Given the intent of the instrument to measure the development of CSTSs for URE students across the field of chemistry, a high degree of generalizability in items focusing on concepts and techniques was required (Holme et al., 2010). To take into account that technique-based questions may have less generalizability (Shavelson et al., 1991), faculty colleagues in chemistry (n = 18) from multiple institutions were asked to identify research activities their students commonly had experience with over the prior five years via survey. We used this information to guide task design and improve validity. Even with this information, given our prior experiences with STEM UREs (as researchers, mentors, and former participants), it was assumed that not all students, even those working in the same lab, would have comparable exposure to research-related activities due to project focus and research background. Therefore, we designed multiple tasks for given skills to cover different practices that students may encounter in their research. This approach is consistent with recommendations that a higher degree of generalizability can be obtained by increasing the number and format of performance tasks (Linn et al., 1991).
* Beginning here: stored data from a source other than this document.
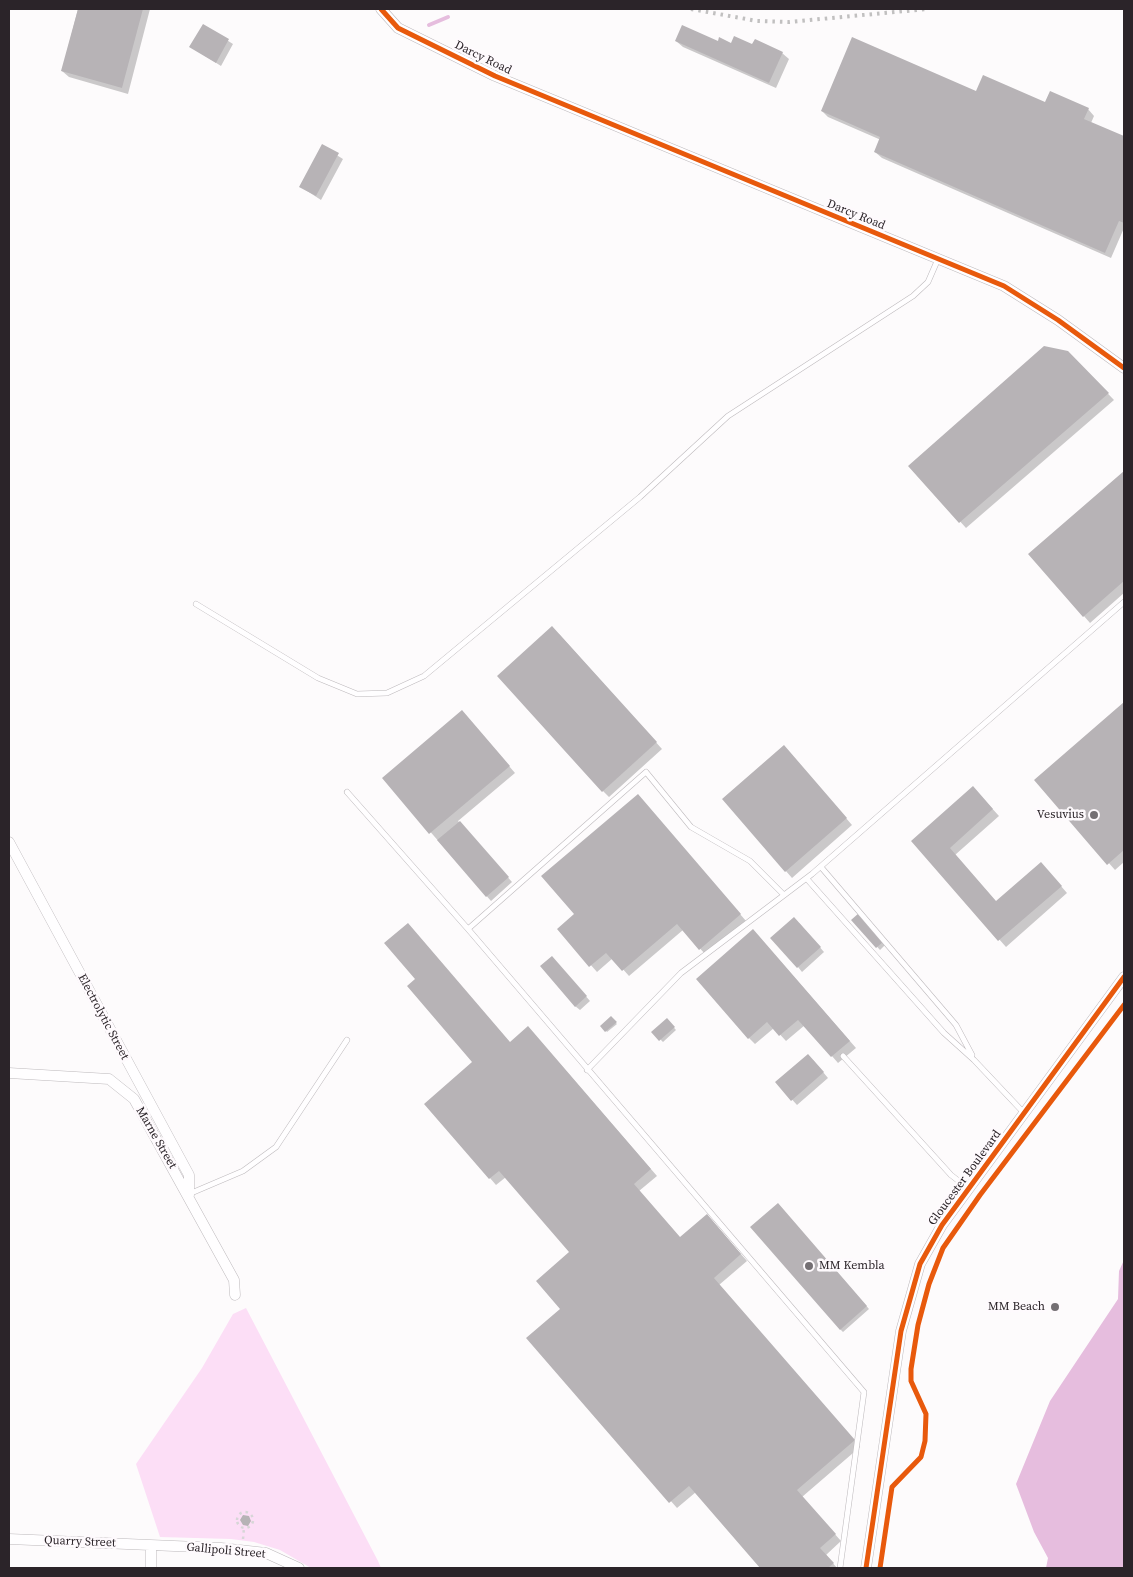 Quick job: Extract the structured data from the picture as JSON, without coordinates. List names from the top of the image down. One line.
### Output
{"streets":{"street":["Darcy Road","Electrolytic Street","Marne Street","Gloucester Boulevard","Quarry Street","Gallipoli Street"]},"crossings":[["Electrolytic Street","Marne Street"],["Quarry Street","Gallipoli Street"]],"places":["Vesuvius","MM Kembla","MM Beach"]} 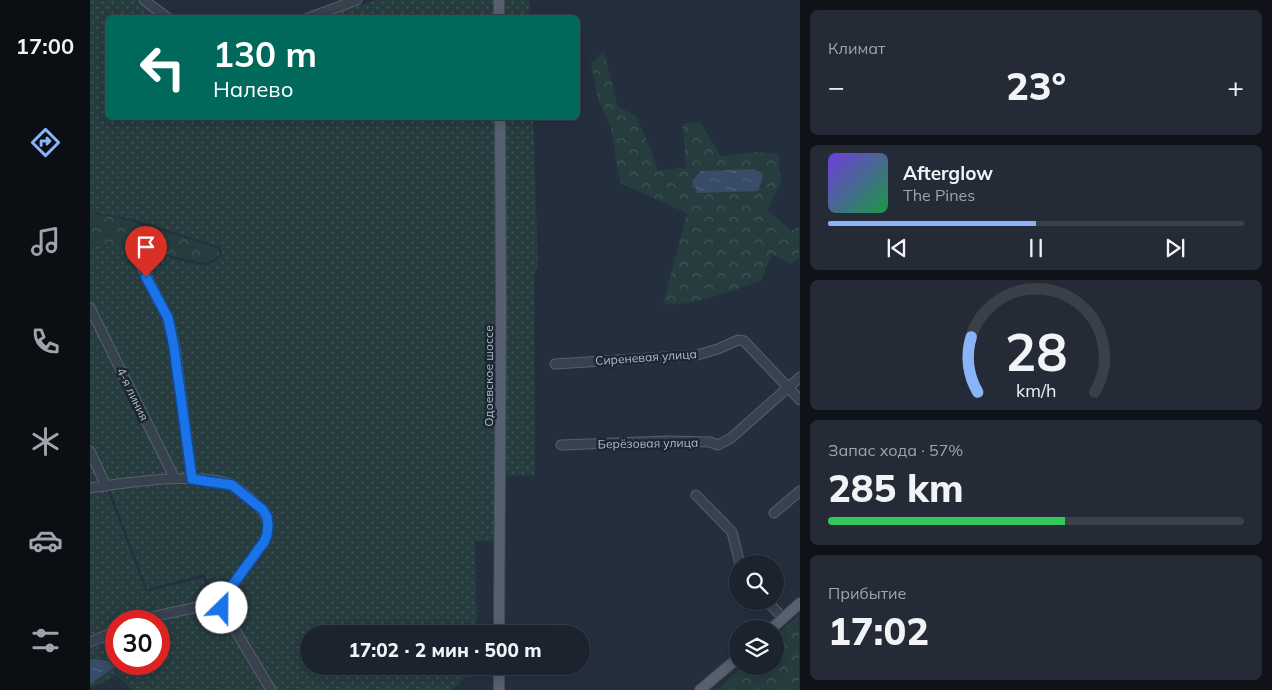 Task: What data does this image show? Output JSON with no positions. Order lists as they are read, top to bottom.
{
  "streets": {
    "main road": ["Одоевское шоссе"],
    "street": ["Сиреневая улица", "4-я линия", "Берёзовая улица"]
  },
  "crossings": [
    ["Сиреневая улица", "Берёзовая улица"]
  ],
  "page": {
    "tabs": "17:00",
    "tile": [
      "Климат",
      ["Запас хода · 57%", "285 km"],
      ["Прибытие", "17:02"]
    ],
    "turn": ["130 m", "Налево"],
    "heat": ["−", "23°", "+"],
    "song": ["Afterglow", "The Pines"],
    "limit": "30",
    "trip": "17:02 · 2 мин · 500 m",
    "gauge": ["28", "km/h"]
  }
} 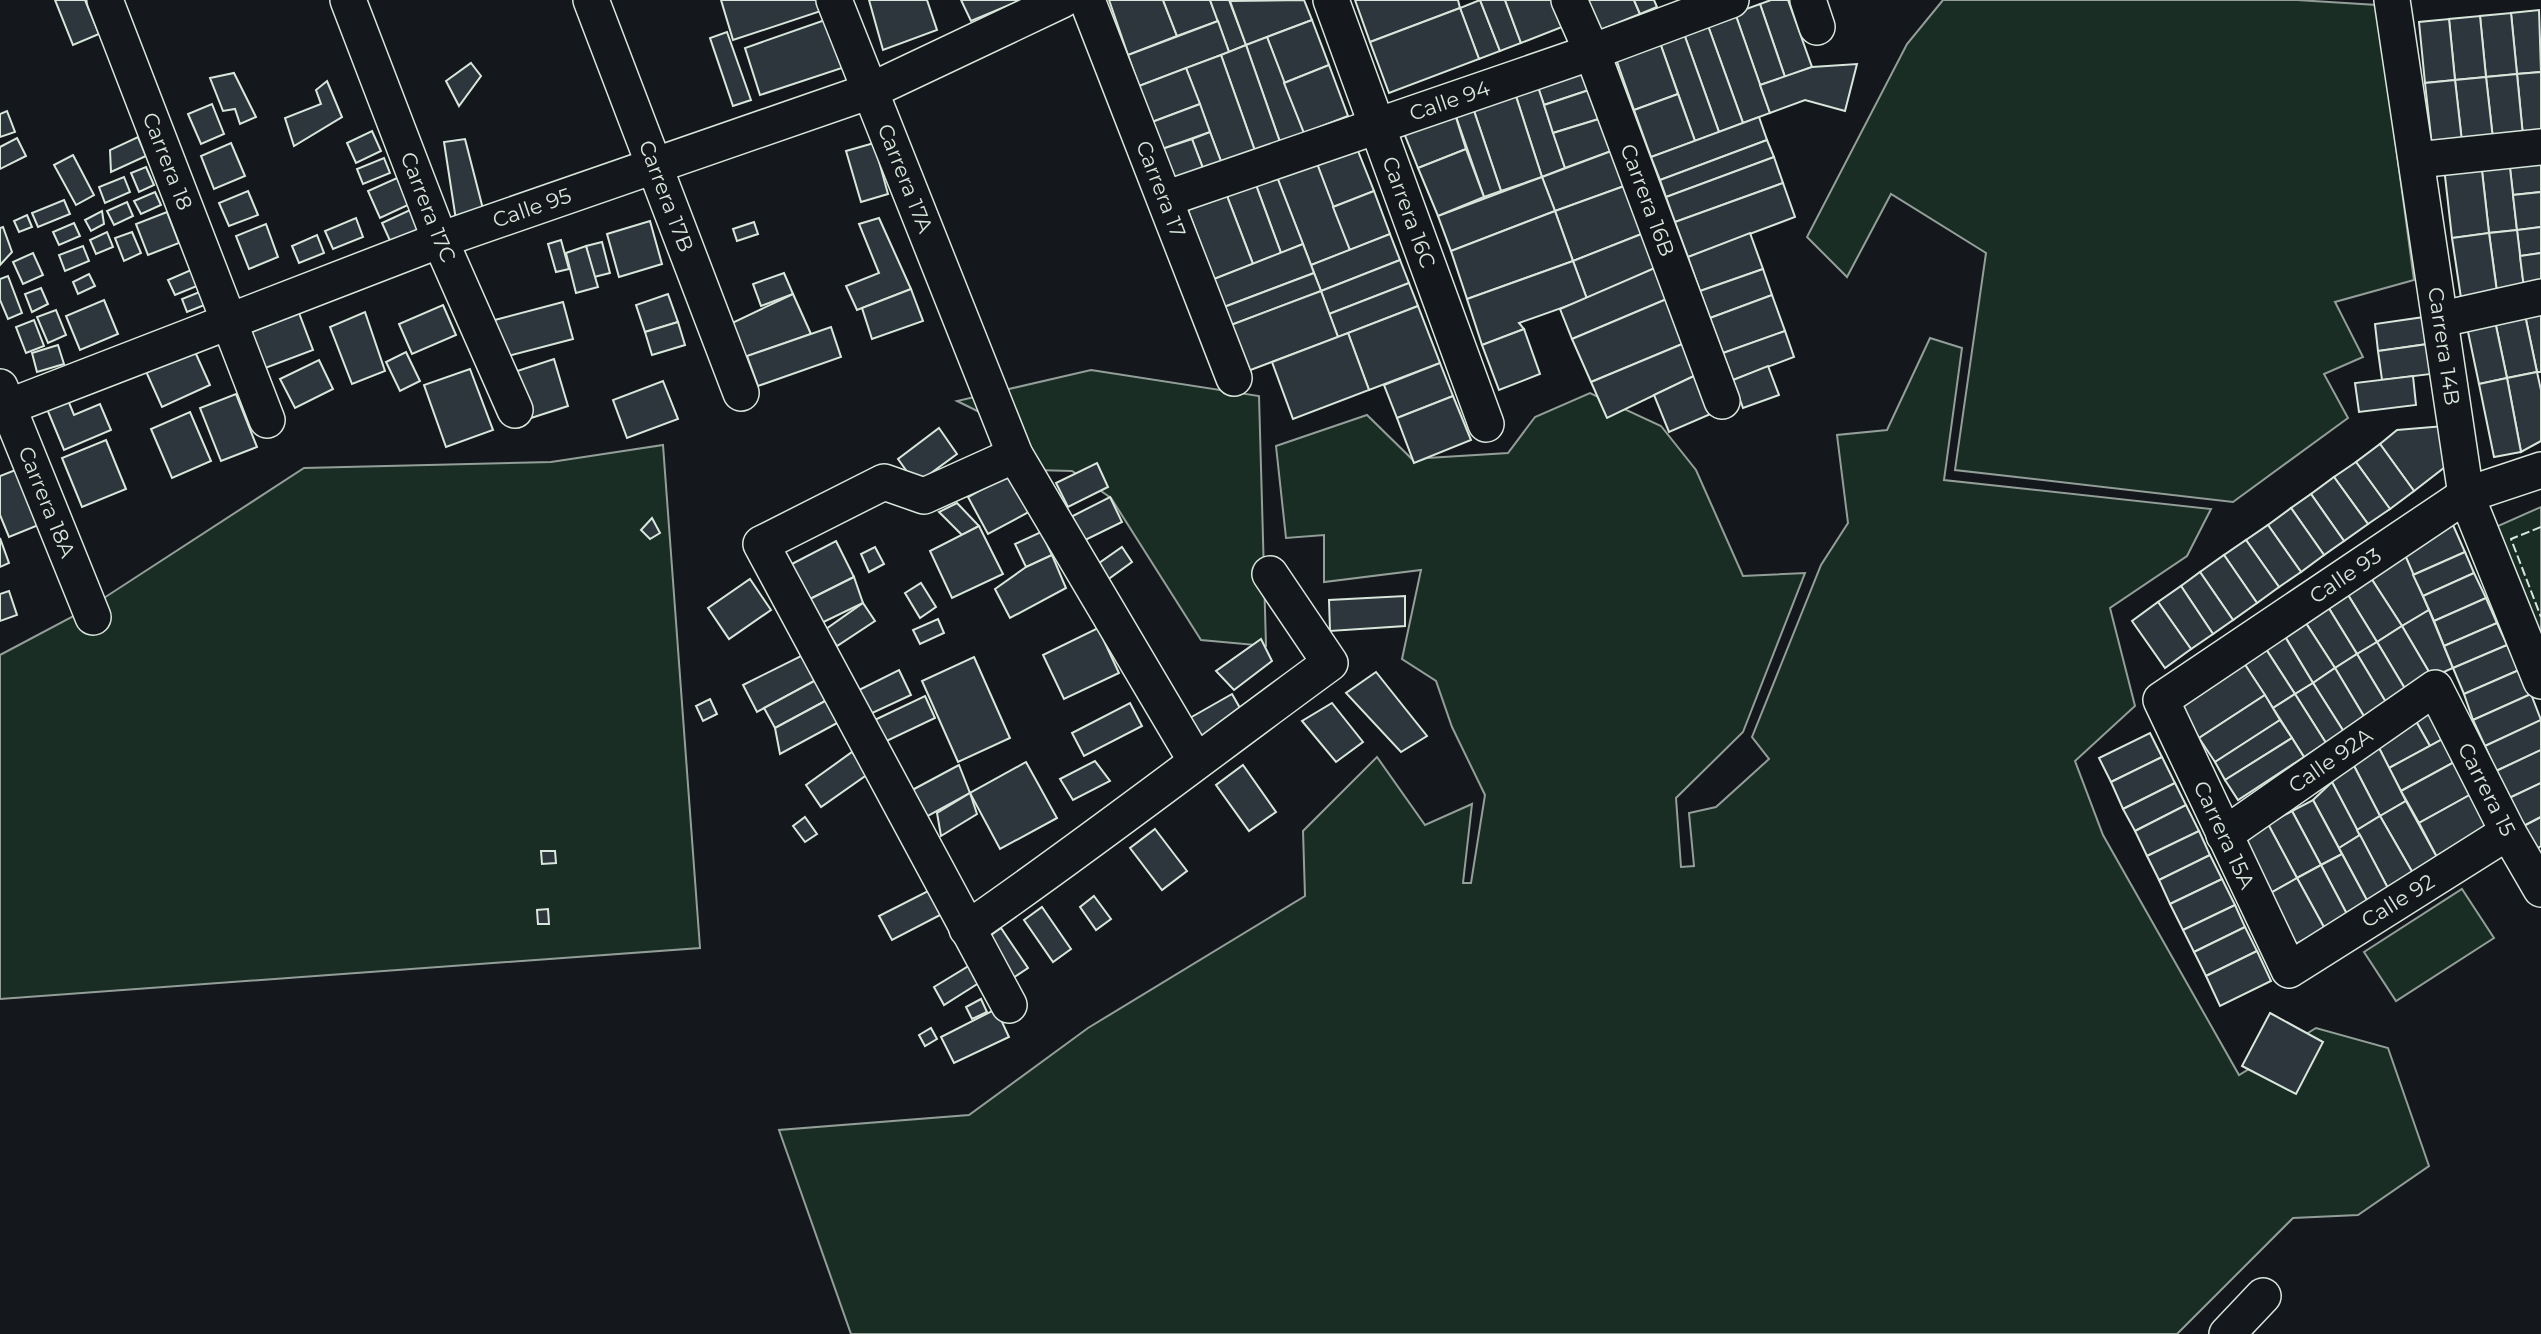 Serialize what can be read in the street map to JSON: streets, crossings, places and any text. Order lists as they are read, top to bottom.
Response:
{
  "streets": {
    "street": [
      "Calle 94",
      "Carrera 18",
      "Carrera 17A",
      "Carrera 17",
      "Carrera 17B",
      "Carrera 16B",
      "Carrera 17C",
      "Calle 95",
      "Carrera 16C",
      "Carrera 14B",
      "Carrera 18A",
      "Calle 93",
      "Calle 92A",
      "Carrera 15",
      "Carrera 15A",
      "Calle 92"
    ]
  },
  "crossings": [
    ["Calle 94", "Carrera 17"],
    ["Calle 94", "Carrera 16B"],
    ["Calle 94", "Carrera 16C"],
    ["Carrera 18", "Calle 95"],
    ["Carrera 17A", "Calle 95"],
    ["Carrera 17B", "Calle 95"],
    ["Carrera 17C", "Calle 95"],
    ["Calle 95", "Carrera 18A"],
    ["Carrera 14B", "Calle 93"],
    ["Calle 93", "Carrera 15A"],
    ["Calle 92A", "Carrera 15"],
    ["Calle 92A", "Carrera 15A"],
    ["Carrera 15", "Calle 92"],
    ["Carrera 15A", "Calle 92"]
  ]
} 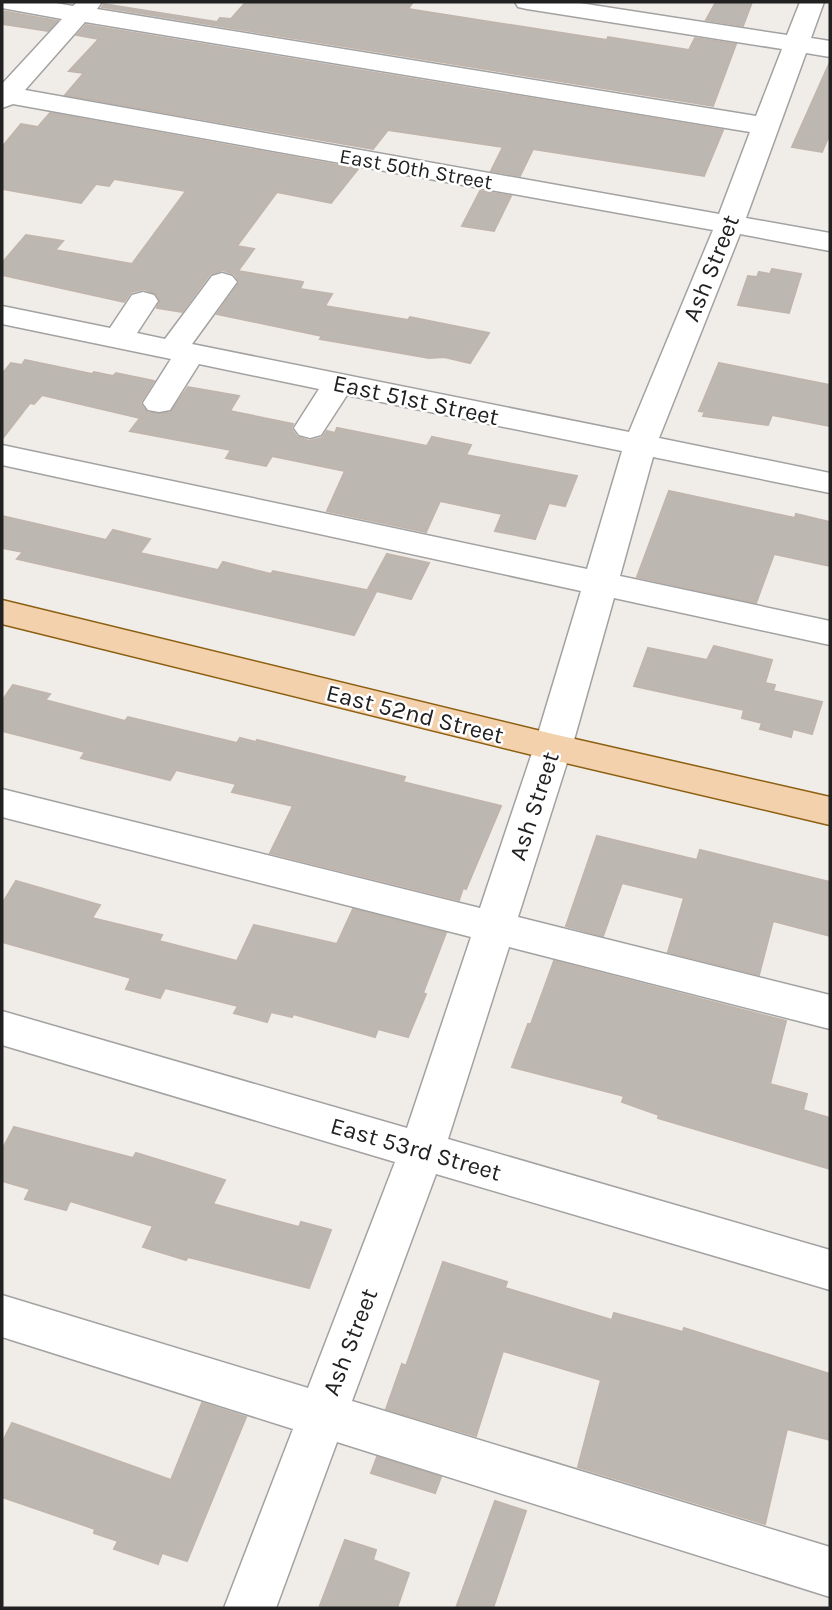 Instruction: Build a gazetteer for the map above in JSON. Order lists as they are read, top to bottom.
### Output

Based on the design features in Table 3, the tasks were situated in real-world scientific problems, including: (1) the potential effect of Atrazine [a common pesticide] on the sexual development of amphibians, and (2) the antimalarial properties of compounds found in medicinal plants (e.g., Hayes et al., 2002; Ibrahim et al., 2012). The scenarios were chosen based on their social relevance‡ (e.g., water quality, public health), generalizability, and availability of scientific literature to inform the tasks, scoring criteria, and background details. As prior literature in cognition emphasizes that knowledge practiced in one situation may not necessarily transfer to a new unfamiliar situation (Bradford and Schwartz, 1999), a case study approach was used to provide relevant background information with the intent to advance students' familiarity with the “real-world” problems (e.g., topical importance, terminology) to help facilitate their transfer of general EPS and QL skills to the tasks. As possible, information (e.g., methods, figures) from research literature was also used to increase task authenticity and engage student interest. To further evaluate task validity, field-testing was conducted with students (n = 7) at a liberal arts college and a public research university. Student responses were evaluated for general quality and agreement with the intent of the item, and were included in the design process. After completion, students were asked to provide feedback regarding the test through short (<10 minutes) semi-structured cognitive interviews focused on any student difficulties in responding to the tasks as well as their interest in the situating topics and test overall.
These general traits aligned well with the intent to capture information to students' cognitive strategies. As an example, Box 2 includes the associated scoring criteria from the task above (Box 1) that targets students' ability to identify and explain sources of experimental error in a proposed study. Criterion One focuses on the plausibility and relevance of the provided errors to the proposed study design; and Criterion Two focuses on the rationale for the potential implications of the error for the study. As seen in Box 2, multiple criteria were employed to gauge the extent of students' problem-solving skills in the multipart questions. Given the nature of the question, criteria were designed to be either holistic (focused on a general level of response quality) or analytical (focused on discrete response elements) for scoring purposes. The level of proficiency and associated scoring weightings that reflect outcome priority, were based on existing rubrics (Shadle et al., 2012; Harsh et al., 2013) and the collective test writing experience of the author and expert panel.
Determination of response “correctness” was based on three points of information, including: (a) the research literature the problems were initially drawn from to establish validity and identify the “best” responses, (b) well-substantiated secondary sources (e.g., governmental websites) were reviewed to expand the potential range of acceptable responses, and (c) answers provided by two chemistry faculty not affiliated with the study were used to further develop the scoring criteria. As example responses increase the reliability of rubric scoring (Linn et al., 1991), “exemplars” were created from the different sources of information and included in the scoring guide. Again, multiple rounds of iterative revisions based on feedback from the expert panel were used to establish validity and revise each criterion for scientific accuracy, utility, and assessment appropriateness.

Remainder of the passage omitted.